## WHAT TO WORK ON:
Each line from the one containing "Annotation task. Parse" through the end of the data is to be written out exactly, and nothing more.

[Saved data entries]
————
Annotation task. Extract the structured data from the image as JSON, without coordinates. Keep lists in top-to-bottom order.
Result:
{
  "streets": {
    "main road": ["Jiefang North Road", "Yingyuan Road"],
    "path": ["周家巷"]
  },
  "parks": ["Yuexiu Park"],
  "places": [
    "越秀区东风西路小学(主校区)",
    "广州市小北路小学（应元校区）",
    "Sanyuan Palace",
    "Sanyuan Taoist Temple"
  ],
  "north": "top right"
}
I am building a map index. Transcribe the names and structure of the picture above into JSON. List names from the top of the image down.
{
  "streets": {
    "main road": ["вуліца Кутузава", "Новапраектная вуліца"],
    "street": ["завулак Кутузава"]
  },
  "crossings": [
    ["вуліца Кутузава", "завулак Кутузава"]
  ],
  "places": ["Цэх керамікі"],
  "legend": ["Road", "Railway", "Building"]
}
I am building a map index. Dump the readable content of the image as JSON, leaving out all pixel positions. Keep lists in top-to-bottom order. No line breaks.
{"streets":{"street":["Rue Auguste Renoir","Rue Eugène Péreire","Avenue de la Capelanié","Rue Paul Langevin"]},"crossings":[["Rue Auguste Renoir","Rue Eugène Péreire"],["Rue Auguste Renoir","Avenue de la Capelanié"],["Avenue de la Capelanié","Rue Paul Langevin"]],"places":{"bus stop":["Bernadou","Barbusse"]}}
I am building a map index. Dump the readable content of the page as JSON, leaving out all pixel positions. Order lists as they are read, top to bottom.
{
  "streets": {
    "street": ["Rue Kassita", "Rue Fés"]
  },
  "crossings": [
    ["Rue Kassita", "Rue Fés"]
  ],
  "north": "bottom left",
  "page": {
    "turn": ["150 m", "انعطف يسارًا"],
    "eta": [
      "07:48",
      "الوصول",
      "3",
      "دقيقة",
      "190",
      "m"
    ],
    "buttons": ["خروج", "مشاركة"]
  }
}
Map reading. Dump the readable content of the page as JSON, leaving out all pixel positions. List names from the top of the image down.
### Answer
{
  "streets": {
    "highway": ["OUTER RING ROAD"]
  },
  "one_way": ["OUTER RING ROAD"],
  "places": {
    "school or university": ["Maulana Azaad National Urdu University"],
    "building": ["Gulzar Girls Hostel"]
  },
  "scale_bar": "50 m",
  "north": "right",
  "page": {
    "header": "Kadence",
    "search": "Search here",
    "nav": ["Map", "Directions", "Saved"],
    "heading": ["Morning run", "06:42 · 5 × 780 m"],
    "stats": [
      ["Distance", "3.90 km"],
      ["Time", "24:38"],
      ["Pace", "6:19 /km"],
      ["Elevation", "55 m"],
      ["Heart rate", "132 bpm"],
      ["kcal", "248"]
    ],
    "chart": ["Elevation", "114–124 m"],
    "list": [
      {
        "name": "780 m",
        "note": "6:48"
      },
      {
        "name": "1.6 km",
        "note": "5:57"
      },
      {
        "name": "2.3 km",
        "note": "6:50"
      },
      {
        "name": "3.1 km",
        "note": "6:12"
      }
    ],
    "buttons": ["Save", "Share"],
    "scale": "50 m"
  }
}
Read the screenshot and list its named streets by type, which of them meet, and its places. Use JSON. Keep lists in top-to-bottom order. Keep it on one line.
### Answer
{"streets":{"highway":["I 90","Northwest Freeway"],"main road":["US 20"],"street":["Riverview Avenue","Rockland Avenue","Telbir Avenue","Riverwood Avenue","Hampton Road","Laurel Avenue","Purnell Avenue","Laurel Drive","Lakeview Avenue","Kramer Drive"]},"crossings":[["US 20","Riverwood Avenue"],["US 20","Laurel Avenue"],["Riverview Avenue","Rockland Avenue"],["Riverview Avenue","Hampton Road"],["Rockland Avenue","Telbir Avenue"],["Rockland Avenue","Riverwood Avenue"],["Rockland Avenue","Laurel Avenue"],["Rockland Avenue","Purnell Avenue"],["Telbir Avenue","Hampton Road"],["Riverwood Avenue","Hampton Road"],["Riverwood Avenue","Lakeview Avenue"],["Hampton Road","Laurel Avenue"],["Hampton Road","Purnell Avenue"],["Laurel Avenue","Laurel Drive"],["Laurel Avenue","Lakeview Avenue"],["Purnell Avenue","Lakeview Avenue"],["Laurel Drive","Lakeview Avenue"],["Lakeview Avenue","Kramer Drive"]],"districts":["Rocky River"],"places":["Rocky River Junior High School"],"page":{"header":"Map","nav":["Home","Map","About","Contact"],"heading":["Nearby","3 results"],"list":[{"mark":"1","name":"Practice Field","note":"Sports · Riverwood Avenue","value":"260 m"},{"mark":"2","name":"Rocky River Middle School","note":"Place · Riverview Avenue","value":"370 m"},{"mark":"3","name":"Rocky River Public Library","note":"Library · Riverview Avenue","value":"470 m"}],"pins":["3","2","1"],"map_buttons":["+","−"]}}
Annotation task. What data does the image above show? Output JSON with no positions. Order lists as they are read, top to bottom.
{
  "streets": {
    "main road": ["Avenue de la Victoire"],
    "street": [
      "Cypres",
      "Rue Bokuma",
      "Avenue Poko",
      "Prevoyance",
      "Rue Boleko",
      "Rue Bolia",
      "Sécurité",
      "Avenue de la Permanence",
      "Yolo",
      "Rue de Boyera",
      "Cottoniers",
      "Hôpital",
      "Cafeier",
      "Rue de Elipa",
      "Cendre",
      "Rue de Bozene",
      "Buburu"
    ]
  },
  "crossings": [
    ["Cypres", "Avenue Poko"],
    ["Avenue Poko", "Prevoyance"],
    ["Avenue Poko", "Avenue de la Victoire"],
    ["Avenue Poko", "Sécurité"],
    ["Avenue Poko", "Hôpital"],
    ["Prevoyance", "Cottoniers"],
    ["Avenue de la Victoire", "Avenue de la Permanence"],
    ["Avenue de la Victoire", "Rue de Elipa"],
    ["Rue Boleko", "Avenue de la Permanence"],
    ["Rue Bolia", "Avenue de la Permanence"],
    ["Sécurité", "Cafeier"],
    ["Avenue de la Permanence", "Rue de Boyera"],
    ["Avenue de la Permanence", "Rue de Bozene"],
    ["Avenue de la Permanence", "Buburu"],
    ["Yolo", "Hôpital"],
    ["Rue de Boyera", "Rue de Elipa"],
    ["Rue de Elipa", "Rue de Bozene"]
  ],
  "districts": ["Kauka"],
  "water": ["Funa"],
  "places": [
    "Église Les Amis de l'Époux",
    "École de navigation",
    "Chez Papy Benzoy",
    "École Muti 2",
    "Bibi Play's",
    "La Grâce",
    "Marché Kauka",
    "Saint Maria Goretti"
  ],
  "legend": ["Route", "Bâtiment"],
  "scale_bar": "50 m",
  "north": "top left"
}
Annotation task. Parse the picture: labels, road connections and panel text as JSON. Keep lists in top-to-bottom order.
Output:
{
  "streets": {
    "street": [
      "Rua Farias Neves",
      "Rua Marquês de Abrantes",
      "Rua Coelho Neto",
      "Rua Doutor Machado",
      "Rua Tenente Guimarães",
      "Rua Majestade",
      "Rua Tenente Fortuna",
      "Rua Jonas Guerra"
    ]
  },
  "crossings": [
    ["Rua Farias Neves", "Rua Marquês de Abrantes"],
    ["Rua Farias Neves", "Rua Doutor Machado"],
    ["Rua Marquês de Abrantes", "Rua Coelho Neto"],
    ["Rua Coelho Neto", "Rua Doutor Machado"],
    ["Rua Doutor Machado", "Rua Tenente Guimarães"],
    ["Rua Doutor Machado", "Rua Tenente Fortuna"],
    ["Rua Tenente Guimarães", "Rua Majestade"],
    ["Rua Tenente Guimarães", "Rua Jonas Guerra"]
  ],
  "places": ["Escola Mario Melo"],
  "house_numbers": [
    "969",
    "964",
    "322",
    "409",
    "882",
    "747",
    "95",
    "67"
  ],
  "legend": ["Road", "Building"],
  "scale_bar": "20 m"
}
————
## RESULT BELOW:
Annotation task. Parse the picture: labels, road connections and panel text as JSON. Keep lists in top-to-bottom order.
Output:
{
  "streets": {
    "street": [
      "Rua Farias Neves",
      "Rua Marquês de Abrantes",
      "Rua Coelho Neto",
      "Rua Doutor Machado",
      "Rua Tenente Guimarães",
      "Rua Majestade",
      "Rua Tenente Fortuna",
      "Rua Jonas Guerra"
    ]
  },
  "crossings": [
    ["Rua Farias Neves", "Rua Marquês de Abrantes"],
    ["Rua Farias Neves", "Rua Doutor Machado"],
    ["Rua Marquês de Abrantes", "Rua Coelho Neto"],
    ["Rua Coelho Neto", "Rua Doutor Machado"],
    ["Rua Doutor Machado", "Rua Tenente Guimarães"],
    ["Rua Doutor Machado", "Rua Tenente Fortuna"],
    ["Rua Tenente Guimarães", "Rua Majestade"],
    ["Rua Tenente Guimarães", "Rua Jonas Guerra"]
  ],
  "places": ["Escola Mario Melo"],
  "house_numbers": [
    "969",
    "964",
    "322",
    "409",
    "882",
    "747",
    "95",
    "67"
  ],
  "legend": ["Road", "Building"],
  "scale_bar": "20 m"
}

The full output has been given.